## TASK TO CARRY OUT
Reproduce the entries shown below only from the line with "position:relative; width:1028px; height:747px;" down to the line with "translate:-50% -50%; white-space:nowrap;", keeping both end lines and copying each one exactly.

## PROVIDED DATA
◇ ◇ ◇ ◇ ◇

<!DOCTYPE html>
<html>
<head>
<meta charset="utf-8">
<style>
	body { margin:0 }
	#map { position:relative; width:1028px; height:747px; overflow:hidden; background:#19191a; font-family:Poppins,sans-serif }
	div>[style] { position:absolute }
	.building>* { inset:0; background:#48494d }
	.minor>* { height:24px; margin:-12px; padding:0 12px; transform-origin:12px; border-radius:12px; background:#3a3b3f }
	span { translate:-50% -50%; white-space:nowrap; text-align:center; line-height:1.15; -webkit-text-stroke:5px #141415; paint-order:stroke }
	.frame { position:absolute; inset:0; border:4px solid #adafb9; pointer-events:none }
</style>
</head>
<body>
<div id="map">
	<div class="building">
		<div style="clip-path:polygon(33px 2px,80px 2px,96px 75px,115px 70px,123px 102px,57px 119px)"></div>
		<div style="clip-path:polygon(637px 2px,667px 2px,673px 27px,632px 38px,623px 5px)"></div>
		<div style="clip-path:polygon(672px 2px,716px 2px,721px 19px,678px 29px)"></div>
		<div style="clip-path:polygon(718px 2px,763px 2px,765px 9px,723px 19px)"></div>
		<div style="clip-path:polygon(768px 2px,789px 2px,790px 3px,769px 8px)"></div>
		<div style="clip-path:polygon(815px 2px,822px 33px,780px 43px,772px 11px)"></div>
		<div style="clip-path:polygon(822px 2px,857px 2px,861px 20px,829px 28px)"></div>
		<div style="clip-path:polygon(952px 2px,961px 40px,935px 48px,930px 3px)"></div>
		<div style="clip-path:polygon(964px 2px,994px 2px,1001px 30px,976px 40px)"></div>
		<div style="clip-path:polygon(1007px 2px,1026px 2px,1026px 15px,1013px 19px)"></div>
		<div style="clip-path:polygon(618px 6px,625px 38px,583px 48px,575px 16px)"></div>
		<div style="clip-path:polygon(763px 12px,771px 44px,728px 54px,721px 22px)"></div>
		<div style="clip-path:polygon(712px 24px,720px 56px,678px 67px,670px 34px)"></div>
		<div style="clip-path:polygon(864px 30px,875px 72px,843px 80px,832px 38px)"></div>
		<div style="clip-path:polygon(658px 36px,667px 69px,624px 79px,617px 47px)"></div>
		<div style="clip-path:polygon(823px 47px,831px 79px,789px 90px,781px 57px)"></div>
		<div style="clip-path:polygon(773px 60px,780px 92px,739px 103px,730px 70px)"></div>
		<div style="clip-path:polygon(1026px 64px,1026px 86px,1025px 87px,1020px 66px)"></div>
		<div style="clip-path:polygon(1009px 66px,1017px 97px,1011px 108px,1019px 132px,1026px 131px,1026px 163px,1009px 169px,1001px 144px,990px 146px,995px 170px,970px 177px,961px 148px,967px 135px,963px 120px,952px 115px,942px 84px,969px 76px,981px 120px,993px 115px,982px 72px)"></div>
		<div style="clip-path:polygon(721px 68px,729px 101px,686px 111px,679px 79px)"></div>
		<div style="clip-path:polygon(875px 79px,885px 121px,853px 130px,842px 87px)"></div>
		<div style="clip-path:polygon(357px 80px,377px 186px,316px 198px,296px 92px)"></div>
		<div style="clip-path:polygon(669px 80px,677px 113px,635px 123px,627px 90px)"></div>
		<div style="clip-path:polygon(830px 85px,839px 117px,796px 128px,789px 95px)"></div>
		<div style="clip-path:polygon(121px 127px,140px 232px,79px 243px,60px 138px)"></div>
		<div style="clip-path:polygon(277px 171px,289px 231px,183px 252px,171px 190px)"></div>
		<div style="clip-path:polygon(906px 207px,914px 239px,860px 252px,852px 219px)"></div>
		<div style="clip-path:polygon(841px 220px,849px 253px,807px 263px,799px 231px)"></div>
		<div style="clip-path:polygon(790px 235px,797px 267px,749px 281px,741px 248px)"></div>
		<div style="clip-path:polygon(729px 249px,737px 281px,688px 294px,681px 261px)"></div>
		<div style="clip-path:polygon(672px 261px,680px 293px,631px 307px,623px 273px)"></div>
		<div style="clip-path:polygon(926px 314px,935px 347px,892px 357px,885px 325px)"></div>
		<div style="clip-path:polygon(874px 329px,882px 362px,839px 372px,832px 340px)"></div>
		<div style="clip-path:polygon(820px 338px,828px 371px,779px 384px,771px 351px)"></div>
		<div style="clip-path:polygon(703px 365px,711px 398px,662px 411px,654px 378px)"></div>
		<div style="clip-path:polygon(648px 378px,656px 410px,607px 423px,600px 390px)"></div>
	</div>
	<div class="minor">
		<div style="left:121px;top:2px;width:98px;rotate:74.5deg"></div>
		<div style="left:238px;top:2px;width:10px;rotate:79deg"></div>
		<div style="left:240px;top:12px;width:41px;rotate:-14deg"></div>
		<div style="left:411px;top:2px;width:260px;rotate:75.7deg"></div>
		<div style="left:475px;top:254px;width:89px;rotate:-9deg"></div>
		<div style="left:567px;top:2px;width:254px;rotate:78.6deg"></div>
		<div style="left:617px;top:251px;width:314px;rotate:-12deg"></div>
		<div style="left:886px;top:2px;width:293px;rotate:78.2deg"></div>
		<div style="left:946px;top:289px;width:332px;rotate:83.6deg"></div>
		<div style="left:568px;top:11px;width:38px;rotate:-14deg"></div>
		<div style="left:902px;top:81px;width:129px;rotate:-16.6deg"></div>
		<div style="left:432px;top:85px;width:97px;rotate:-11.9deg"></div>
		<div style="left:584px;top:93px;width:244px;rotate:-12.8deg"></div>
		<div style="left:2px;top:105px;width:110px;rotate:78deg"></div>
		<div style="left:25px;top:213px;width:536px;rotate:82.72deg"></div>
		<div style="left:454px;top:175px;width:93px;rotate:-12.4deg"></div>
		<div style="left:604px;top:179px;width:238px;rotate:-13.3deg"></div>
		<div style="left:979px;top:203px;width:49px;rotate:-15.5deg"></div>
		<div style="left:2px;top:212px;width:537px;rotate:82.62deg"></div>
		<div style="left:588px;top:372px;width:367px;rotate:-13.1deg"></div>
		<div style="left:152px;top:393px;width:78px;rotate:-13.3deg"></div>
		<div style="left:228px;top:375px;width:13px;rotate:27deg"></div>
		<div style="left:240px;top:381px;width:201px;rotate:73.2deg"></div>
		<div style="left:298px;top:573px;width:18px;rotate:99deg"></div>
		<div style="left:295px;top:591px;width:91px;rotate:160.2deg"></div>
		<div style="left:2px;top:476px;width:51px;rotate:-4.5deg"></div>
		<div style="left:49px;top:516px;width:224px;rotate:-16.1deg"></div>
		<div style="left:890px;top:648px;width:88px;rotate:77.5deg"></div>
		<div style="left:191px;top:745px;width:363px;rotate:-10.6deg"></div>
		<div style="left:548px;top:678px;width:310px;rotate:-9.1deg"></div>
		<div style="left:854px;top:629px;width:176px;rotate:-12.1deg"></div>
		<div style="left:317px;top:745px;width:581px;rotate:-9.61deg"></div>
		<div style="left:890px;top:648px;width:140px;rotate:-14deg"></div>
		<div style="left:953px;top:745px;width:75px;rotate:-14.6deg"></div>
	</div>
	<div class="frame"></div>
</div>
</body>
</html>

◇ ◇ ◇ ◇ ◇

## EXERCISE SOLUTION
	#map { position:relative; width:1028px; height:747px; overflow:hidden; background:#19191a; font-family:Poppins,sans-serif }
	div>[style] { position:absolute }
	.building>* { inset:0; background:#48494d }
	.minor>* { height:24px; margin:-12px; padding:0 12px; transform-origin:12px; border-radius:12px; background:#3a3b3f }
	span { translate:-50% -50%; white-space:nowrap; text-align:center; line-height:1.15; -webkit-text-stroke:5px #141415; paint-order:stroke }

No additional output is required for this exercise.